Batumalai Puspamalar, Thazhakkattu Vasu Deepak, Selvakumar Kiruthika, Choon Hian Goh
Department of Physiotherapy, M. Kandiah Faculty of Medicine and Health Sciences, Universiti Tunku Abdul Rahman (UTAR), Kajang, Selangor, Malaysia.
Department of Mechatronics and Biomedical Engineering, Lee Kong Chian Faculty of Engineering and Science, Universiti Tunku Abdul Rahman (UTAR), Kajang, Selangor, Malaysia.
Medicine (Baltimore). 2025 Aug 29;104(35):e44118. doi: 10.1097/MD.0000000000044118.
Falls pose a significant public health challenge for the elderly, impacting morbidity, mortality, and independence. Traditional assessment methods often lack precision and practicality, necessitating the development of innovative solutions. Wearable sensors, utilizing accelerometers, gyroscopes, and machine learning algorithms, have emerged as transformative tools for real-time fall-risk monitoring.

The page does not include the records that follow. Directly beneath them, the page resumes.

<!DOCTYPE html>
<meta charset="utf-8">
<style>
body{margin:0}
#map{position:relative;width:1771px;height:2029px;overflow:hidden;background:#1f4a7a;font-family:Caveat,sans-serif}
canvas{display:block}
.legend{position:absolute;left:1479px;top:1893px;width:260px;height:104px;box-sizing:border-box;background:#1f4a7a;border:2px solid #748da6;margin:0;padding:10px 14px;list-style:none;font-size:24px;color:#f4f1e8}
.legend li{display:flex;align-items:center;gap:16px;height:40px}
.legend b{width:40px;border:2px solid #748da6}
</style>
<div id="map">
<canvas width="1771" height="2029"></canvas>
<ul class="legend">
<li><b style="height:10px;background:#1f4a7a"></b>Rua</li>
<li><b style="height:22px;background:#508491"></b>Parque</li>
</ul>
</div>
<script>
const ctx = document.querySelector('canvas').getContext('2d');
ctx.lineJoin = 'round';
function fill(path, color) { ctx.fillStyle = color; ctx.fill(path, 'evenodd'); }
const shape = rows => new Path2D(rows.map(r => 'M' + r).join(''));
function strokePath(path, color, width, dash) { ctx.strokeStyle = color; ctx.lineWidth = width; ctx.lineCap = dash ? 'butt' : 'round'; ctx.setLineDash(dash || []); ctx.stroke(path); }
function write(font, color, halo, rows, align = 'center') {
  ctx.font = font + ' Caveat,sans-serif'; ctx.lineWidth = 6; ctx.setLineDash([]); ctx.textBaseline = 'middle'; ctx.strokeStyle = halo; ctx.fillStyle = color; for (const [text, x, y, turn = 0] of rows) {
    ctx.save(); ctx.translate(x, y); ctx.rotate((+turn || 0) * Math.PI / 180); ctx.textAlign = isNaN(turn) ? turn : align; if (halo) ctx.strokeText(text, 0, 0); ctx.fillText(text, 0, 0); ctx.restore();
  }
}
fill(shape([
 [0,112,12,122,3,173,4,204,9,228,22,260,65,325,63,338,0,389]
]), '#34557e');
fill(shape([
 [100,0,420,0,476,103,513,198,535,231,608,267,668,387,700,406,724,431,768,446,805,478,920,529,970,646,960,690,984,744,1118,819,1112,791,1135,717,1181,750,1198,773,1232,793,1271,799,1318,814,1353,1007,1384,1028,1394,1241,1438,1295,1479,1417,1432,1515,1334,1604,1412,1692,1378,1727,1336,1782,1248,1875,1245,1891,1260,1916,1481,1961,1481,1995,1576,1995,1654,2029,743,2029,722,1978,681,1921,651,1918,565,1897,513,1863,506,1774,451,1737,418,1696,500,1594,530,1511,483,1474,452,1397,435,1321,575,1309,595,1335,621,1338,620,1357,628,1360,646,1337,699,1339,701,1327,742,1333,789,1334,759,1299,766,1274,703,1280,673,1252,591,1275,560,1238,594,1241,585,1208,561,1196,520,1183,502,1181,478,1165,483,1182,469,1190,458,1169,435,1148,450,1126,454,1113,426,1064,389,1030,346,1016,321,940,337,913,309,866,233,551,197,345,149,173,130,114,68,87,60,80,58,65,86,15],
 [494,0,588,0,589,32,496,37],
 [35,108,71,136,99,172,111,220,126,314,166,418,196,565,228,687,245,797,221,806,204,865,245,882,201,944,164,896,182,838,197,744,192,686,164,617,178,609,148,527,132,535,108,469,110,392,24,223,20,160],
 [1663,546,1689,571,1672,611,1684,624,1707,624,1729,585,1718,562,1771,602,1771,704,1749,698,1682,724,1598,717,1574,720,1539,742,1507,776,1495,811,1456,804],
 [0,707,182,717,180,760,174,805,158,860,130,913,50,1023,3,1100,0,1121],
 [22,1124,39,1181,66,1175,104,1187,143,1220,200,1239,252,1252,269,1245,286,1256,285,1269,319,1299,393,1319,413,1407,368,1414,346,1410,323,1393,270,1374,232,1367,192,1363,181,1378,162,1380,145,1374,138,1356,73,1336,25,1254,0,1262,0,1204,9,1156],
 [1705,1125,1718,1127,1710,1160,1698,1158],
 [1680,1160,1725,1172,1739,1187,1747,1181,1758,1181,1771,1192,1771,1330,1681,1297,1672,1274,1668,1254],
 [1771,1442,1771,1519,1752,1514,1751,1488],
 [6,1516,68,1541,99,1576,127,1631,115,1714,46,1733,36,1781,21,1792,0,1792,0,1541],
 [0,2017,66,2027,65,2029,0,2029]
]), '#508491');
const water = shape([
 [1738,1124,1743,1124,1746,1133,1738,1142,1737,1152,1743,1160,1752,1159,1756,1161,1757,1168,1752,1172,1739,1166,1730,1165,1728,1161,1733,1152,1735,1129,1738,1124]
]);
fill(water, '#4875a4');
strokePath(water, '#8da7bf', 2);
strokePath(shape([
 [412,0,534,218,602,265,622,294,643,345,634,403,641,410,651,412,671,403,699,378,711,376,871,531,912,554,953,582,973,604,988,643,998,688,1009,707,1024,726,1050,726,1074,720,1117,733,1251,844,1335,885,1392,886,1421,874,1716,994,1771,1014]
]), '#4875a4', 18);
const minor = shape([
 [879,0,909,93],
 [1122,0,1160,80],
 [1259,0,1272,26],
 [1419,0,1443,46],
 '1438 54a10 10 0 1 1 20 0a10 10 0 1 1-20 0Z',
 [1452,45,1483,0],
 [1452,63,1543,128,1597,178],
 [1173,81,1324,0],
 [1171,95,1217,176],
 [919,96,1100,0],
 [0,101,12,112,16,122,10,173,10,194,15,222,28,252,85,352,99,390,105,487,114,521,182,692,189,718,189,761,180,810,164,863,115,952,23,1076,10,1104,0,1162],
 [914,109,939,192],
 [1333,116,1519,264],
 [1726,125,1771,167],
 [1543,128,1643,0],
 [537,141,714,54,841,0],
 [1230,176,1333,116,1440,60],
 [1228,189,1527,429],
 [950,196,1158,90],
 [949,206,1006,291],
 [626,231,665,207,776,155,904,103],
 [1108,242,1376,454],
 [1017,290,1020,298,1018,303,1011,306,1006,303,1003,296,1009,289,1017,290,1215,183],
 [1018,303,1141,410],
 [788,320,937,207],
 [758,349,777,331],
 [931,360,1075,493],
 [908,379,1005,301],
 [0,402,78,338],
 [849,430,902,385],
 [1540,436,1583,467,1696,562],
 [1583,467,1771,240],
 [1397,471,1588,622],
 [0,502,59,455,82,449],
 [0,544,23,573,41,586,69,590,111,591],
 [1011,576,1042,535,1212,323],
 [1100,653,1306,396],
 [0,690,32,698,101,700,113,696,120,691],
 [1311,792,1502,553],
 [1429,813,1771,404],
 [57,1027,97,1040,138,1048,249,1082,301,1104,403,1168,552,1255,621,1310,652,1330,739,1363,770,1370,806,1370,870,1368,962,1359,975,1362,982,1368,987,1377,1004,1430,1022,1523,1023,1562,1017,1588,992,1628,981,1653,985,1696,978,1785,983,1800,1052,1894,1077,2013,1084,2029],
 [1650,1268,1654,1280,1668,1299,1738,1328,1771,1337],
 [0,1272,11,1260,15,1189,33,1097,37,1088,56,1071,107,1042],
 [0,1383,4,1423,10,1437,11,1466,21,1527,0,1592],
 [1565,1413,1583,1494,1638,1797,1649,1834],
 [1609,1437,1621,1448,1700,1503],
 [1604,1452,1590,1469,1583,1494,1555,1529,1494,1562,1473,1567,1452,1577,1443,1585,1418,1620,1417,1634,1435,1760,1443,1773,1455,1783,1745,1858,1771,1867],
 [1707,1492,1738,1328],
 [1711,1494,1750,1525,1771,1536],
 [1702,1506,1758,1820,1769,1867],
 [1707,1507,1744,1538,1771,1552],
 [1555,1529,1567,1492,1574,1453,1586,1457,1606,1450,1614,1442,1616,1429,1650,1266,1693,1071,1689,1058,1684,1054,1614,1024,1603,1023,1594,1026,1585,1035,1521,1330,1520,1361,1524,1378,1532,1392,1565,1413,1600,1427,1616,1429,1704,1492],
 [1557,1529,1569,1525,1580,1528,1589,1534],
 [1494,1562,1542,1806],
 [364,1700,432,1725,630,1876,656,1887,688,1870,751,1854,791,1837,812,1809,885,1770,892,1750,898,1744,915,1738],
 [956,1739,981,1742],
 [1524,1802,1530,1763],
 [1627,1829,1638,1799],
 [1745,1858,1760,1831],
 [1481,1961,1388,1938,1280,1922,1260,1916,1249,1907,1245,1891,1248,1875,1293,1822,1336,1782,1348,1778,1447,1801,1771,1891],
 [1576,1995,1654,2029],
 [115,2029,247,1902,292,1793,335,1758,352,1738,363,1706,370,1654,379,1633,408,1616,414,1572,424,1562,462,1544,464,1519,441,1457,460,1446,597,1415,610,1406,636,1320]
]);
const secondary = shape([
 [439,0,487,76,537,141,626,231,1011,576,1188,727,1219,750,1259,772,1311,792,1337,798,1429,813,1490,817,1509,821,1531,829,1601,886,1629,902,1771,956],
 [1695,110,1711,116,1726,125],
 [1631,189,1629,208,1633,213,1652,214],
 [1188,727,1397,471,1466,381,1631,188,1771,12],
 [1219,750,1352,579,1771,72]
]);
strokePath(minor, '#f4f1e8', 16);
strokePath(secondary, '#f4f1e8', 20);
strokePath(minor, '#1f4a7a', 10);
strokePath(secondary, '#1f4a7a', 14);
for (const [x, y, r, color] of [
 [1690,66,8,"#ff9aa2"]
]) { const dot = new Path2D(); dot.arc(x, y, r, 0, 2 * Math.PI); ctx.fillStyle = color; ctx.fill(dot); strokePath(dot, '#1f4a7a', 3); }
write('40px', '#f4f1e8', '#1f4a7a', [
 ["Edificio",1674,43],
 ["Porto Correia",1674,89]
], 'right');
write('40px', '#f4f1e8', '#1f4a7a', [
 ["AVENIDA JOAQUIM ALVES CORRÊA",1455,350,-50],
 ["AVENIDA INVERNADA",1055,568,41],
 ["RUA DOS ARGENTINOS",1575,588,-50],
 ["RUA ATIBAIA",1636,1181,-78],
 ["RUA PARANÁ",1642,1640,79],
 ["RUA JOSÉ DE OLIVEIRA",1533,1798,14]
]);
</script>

This study aimed to explore the research landscape of wearable sensors in fall-risk assessment through bibliometric analysis, identifying key trends, technological breakthroughs, and contributors that have shaped advancements in the field over the past 2 decades.
A systematic search of the Scopus database was conducted, analyzing scholarly outputs from 2000 to 2024. Using targeted keywords, 221 peer-reviewed studies were identified and aggregated into a dataset. Analytical tools like VOSviewer and Publish or Perish were utilized to visualize research networks, intellectual contributions, and citation metrics, offering insights into the field's evolution.
Research activity has surged since 2013, highlighting the growing importance of wearable technologies. The United States leads this domain, with significant contributions from Europe and Asia. Key thematic areas include medicine, computer science, and engineering, with keywords such as "balance," "gait," and "fall risk" predominating. Advances in machine learning and sensor technology have enhanced predictive accuracy and usability.
Wearable sensors are revolutionizing fall-risk assessment, offering precision, portability, and practicality. Addressing usability, affordability, and standardization will be critical for equitable access, and its promise lies not only in preventing falls but in empowering the elderly with confidence and improving their quality of life.
跌倒对老年人构成了重大的公共卫生挑战,影响发病率、死亡率和独立性。传统评估方法往往缺乏精确性和实用性,因此需要开发创新解决方案。利用加速度计、陀螺仪和机器学习算法的可穿戴传感器已成为实时跌倒风险监测的变革性工具。
本研究旨在通过文献计量分析探索可穿戴传感器在跌倒风险评估中的研究概况,识别过去20年中塑造该领域进展的关键趋势、技术突破和贡献者。
对Scopus数据库进行系统检索,分析2000年至2024年的学术成果。使用目标关键词,识别出221项经同行评审的研究并汇总成一个数据集。利用VOSviewer和Publish or Perish等分析工具来可视化研究网络、知识贡献和引用指标,从而深入了解该领域的发展。
自2013年以来,研究活动激增,凸显了可穿戴技术日益增长的重要性。美国在这一领域领先,欧洲和亚洲也做出了重大贡献。关键主题领域包括医学、计算机科学和工程学,“平衡”“步态”和“跌倒风险”等关键词占主导地位。机器学习和传感器技术的进步提高了预测准确性和可用性。
可穿戴传感器正在彻底改变跌倒风险评估,提供精确性、便携性和实用性。解决可用性、可承受性和标准化问题对于公平获取至关重要,其前景不仅在于预防跌倒,还在于增强老年人的信心并改善他们的生活质量。